¿Hay alguna necesidad de ser sincero? ¿Decir lo que se piensa equivale a sentarse a devorar un plato de alta cocina? ¿Ejercer la propia opinión merece tanta urgencia como una sesión de sexo bravo, en una cama de aire? Según el reduccionismo de mis adversarios, que están leyendo este texto para seguir aumentando el odio perfectamente gratuito que me tienen y actuar en consecuencia, la necesidad de ser sincero, de decir lo que se piensa, de ejercer la opinión propia a cualquier precio, no es una necesidad de primer orden para la persona íntegra, que no acepta ser mutilada de sus reclamos ni de sus funciones, sino un truco de sus enemigos —quiero decir de los enemigos de ellos, porque yo no acepto ser enemigo de nadie—, cuyo objetivo es quebrar la unidad monolítica de la ausencia de libertad de expresión, la perfecta coherencia del disparate que les permite controlar la mente y por lo tanto la vida de sus incapaces súbditos. Es una previsión correcta, pues todo súbdito es un incapaz —hasta que deja de serlo, para lo que puede ser utilísimo escuchar lo que un ciudadano cualquiera dice, y más si el ciudadano no es cualquiera y está moralmente cualificado. Martí nos dijo que un hombre que no dice lo que piensa no es un hombre honrado. Pero ¿hay alguna necesidad de ser honrado?
Contrariamente a lo que piensan los arregladores del mundo, el ser humano y la sociedad han sido diseñados con genio. La necesidad personal de ser honesto coincide al mismo tiempo con la necesidad social. La sociedad se defiende de sus desordenadores creando personas en las que la necesidad de decir lo que se piensa se convierte en un imperativo del que no puedan escapar, aun cuando los riesgos de cumplir con el imperativo sean verdaderamente abrumadores. El mérito y la utilidad de decir lo que se piensa puede venir mezclado con la vanidad, las ambiciones o la irresponsabilidad, pero eso no altera ni la utilidad ni el mérito, que son tan objetivos como una lección de geometría. Una sociedad inteligente sabrá siempre discernir el trigo de la paja, pero nunca habrá una inteligencia social suprimiendo a la persona que dice lo que piensa. Una sociedad que convierte a la persona honesta en una excepción peligrosísima se condena a una estupidez creciente, hasta el punto de que sus líderes no llegan ni a sospechar lo estúpidos que son y la completa irrealidad de lo que pregonan. En cuanto a los súbditos, que a veces son honestos en la cama o en el baño, los contemplan medrosos, pero nunca del todo indiferentes. Están esperando el momento para deshacerse de esa deshonestidad que los condena a vivir como mueren: con la garganta apretada.
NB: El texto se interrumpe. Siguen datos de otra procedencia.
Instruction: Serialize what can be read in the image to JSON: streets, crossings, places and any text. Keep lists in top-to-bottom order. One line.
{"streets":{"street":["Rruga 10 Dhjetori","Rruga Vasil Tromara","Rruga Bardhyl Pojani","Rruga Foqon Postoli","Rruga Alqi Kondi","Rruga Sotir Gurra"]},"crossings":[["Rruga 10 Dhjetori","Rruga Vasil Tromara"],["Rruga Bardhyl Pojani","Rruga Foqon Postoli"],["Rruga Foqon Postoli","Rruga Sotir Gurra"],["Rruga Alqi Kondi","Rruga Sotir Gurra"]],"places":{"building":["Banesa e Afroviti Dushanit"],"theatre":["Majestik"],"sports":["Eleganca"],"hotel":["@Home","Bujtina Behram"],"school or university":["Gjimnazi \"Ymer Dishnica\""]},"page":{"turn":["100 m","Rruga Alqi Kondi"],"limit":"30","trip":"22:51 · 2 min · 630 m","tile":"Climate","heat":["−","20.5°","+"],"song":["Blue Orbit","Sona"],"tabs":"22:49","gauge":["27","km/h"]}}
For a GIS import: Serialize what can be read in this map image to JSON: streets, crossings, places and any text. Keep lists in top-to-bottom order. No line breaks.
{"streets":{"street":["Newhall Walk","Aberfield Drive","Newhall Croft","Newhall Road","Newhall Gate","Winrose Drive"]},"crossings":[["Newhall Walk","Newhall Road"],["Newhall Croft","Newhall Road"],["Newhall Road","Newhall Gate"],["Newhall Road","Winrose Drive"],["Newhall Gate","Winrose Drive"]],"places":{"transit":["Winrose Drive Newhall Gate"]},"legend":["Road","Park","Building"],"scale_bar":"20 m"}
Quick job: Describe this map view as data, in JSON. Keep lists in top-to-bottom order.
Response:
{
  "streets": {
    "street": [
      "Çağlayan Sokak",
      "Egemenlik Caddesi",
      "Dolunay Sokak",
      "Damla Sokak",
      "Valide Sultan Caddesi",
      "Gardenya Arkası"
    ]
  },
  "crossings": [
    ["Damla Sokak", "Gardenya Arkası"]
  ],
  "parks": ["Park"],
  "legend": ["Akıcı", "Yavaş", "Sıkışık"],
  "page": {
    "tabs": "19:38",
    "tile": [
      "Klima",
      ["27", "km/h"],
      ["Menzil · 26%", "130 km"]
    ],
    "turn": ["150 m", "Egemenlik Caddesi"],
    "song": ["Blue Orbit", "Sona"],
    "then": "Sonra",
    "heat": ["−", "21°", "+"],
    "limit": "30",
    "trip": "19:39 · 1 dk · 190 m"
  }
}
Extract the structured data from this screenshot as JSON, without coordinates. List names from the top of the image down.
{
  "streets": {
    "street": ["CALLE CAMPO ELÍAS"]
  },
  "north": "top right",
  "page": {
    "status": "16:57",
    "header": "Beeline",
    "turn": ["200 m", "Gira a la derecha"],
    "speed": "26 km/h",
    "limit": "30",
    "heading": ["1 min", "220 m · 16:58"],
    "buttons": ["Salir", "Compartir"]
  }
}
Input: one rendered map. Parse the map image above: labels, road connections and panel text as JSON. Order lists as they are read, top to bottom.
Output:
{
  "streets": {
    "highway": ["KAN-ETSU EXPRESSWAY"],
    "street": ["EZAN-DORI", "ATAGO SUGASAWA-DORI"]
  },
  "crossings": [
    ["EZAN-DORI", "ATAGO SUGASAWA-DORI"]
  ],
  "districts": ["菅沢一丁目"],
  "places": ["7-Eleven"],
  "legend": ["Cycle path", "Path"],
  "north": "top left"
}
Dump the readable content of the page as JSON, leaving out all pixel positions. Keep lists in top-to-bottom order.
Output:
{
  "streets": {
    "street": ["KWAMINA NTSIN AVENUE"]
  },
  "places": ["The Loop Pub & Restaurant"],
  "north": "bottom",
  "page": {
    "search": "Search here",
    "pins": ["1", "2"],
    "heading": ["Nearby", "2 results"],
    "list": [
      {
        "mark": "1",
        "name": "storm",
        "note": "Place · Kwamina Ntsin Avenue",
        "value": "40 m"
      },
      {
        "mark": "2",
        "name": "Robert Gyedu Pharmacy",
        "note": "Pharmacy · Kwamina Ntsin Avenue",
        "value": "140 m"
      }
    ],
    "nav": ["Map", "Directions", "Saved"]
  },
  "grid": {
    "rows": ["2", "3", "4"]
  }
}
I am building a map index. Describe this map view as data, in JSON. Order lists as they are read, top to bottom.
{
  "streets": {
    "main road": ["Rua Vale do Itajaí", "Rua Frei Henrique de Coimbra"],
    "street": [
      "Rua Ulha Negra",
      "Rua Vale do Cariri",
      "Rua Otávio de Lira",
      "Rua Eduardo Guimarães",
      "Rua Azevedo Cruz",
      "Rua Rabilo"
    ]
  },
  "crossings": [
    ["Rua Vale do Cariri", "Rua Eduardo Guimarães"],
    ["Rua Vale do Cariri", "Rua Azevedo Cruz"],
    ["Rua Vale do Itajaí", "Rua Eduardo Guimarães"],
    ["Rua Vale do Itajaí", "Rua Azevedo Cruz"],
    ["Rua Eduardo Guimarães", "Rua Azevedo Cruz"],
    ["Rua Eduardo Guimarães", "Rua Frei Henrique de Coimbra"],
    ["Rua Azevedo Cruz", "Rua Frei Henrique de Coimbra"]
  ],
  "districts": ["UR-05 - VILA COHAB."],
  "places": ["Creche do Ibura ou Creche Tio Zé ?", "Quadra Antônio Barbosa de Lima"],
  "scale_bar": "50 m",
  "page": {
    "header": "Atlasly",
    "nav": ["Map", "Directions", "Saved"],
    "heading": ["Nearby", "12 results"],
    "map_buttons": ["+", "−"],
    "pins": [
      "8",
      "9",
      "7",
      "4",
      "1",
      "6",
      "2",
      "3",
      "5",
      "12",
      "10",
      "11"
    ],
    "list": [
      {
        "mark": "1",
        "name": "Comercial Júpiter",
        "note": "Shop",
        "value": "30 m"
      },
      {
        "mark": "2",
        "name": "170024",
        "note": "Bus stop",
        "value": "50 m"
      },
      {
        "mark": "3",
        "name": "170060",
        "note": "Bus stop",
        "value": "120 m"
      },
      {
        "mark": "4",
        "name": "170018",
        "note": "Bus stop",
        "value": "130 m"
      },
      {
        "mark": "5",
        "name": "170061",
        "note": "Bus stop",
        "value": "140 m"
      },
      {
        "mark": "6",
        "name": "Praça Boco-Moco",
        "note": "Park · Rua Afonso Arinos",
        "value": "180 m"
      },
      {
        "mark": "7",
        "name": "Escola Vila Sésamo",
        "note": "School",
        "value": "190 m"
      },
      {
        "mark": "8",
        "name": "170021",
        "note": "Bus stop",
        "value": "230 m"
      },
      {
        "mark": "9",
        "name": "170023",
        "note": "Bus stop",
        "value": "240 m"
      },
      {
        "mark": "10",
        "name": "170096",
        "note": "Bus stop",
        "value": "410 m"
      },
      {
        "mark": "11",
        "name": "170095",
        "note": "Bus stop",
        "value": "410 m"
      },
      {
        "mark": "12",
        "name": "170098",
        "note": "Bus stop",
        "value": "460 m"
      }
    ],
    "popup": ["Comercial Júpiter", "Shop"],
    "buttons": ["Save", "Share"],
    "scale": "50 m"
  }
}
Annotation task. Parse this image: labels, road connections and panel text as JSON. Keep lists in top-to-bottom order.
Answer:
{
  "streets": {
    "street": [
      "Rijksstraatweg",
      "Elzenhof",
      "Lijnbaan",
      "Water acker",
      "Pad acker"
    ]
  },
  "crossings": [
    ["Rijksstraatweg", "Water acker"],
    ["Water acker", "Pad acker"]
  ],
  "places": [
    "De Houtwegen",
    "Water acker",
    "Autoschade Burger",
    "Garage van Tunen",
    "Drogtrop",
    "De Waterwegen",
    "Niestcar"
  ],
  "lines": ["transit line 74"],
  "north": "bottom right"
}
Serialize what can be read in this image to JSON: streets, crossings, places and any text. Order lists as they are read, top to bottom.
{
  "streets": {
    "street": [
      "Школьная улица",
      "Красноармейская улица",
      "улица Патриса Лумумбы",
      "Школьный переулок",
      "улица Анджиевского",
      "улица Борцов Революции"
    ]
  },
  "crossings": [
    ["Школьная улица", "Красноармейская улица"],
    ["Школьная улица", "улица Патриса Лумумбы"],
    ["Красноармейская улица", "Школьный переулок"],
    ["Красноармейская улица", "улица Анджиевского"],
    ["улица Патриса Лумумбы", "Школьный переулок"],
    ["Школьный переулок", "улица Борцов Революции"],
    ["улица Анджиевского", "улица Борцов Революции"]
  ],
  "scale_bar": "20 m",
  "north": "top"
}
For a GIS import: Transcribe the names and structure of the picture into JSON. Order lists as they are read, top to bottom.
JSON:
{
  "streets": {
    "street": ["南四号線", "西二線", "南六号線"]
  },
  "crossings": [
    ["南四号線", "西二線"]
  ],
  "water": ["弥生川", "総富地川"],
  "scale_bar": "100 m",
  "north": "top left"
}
Lo que los enemigos de la sinceridad social no pueden entender es que la práctica de esa sinceridad, siendo tan peligrosa, es al mismo tiempo recreativa. La persona se siente feliz, incluso grande, siendo sincera. No importa que nadie le escuche. Que todos oyen cuando nadie escucha, dijo Martí. No importa que se quede solo con su verdad: Va con la eternidad el que va solo. Como ustedes son razonablemente ateos no les voy a decir, ni siquiera hoy, mi verdad: que la sinceridad expresa la unidad del alma creada por Dios, en la que alienta el diseño y la voluntad del Omnipotente. No es de extrañar que el más poderoso de los cubanos se definiera a sí mismo como un hombre sincero. La persona sincera ha sido diseñada para ser especialmente sincera y en su función de sinceridad se manifiesta la voluntad del Creador. El Verbo es Acción. De ahí que los déspotas jamás puedan aceptar que la sinceridad es una necesidad personal demandante: saben que el Verbo se vuelve Acción. Inevitable y gloriosamente. La desgracia es que no se vuelva acción a tiempo. Sin embargo, al margen de los riesgos de la utilidad de la palabra, la persona sincera es feliz. Y eso explica por qué y cómo desafía los riesgos. Y puede llegar a consentir esos riesgos, hasta el de la pérdida de la vida, como un factor recreativo más de su sinceridad irreprimible.
La persona que dice lo que piensa responsablemente, que es la que estamos defendiendo aquí, no tiene nada que ver con la charlatanería de esquina o de beodos de taberna, que los déspotas identifican de inmediato con la libertad de expresión, a fin de descaracterizarla y negarla. Esa variante débil y confusa de la sinceridad social no debe ser reprimida tampoco, y permite averiguar cuánto sufre la sociedad con sus propios extravíos. En la actualidad las redes sociales están repletas de ese tipo de expresión, que espanta a cualquier persona decente. Pero es lo que tenemos. Y tenemos que saber qué es lo que tenemos, si es que queremos algo mejor. Las realidades de la libertad incluyen, desgraciada y lúcidamente, la realidad del libertinaje. Digo lúcidamente, porque no hay libertinaje mayor que el de quien se atreve a reprimir la libertad ajena. El libertino de expresión por incapacidad moral e intelectual hace muy poco daño —a menos que se trate de un hombre de poder, en cuyo caso se vuelve plaga—, y el mayor de ellos es el que se hace a sí mismo. Pero eso sí, la sumatoria de libertinos ocasiona hoy en día un daño enorme, que consiste en no dejar oír, o leer, la opinión de las personas responsables y honestas, que son honestas porque son responsables. Este mismo blog va a ser nulificado por la ingente cantidad de literatura libertina, sucia, enemiga de la libertad, que inunda las redes. Pero esa perspectiva demoledora no va a impedirme escribirlo. Hay amigos que lo están esperando. Lo que yo escriba en este blog no va a cambiar el mundo, pero va a ayudar a mis amigos. Y de esa manera, estoy ayudando a cambiarlo.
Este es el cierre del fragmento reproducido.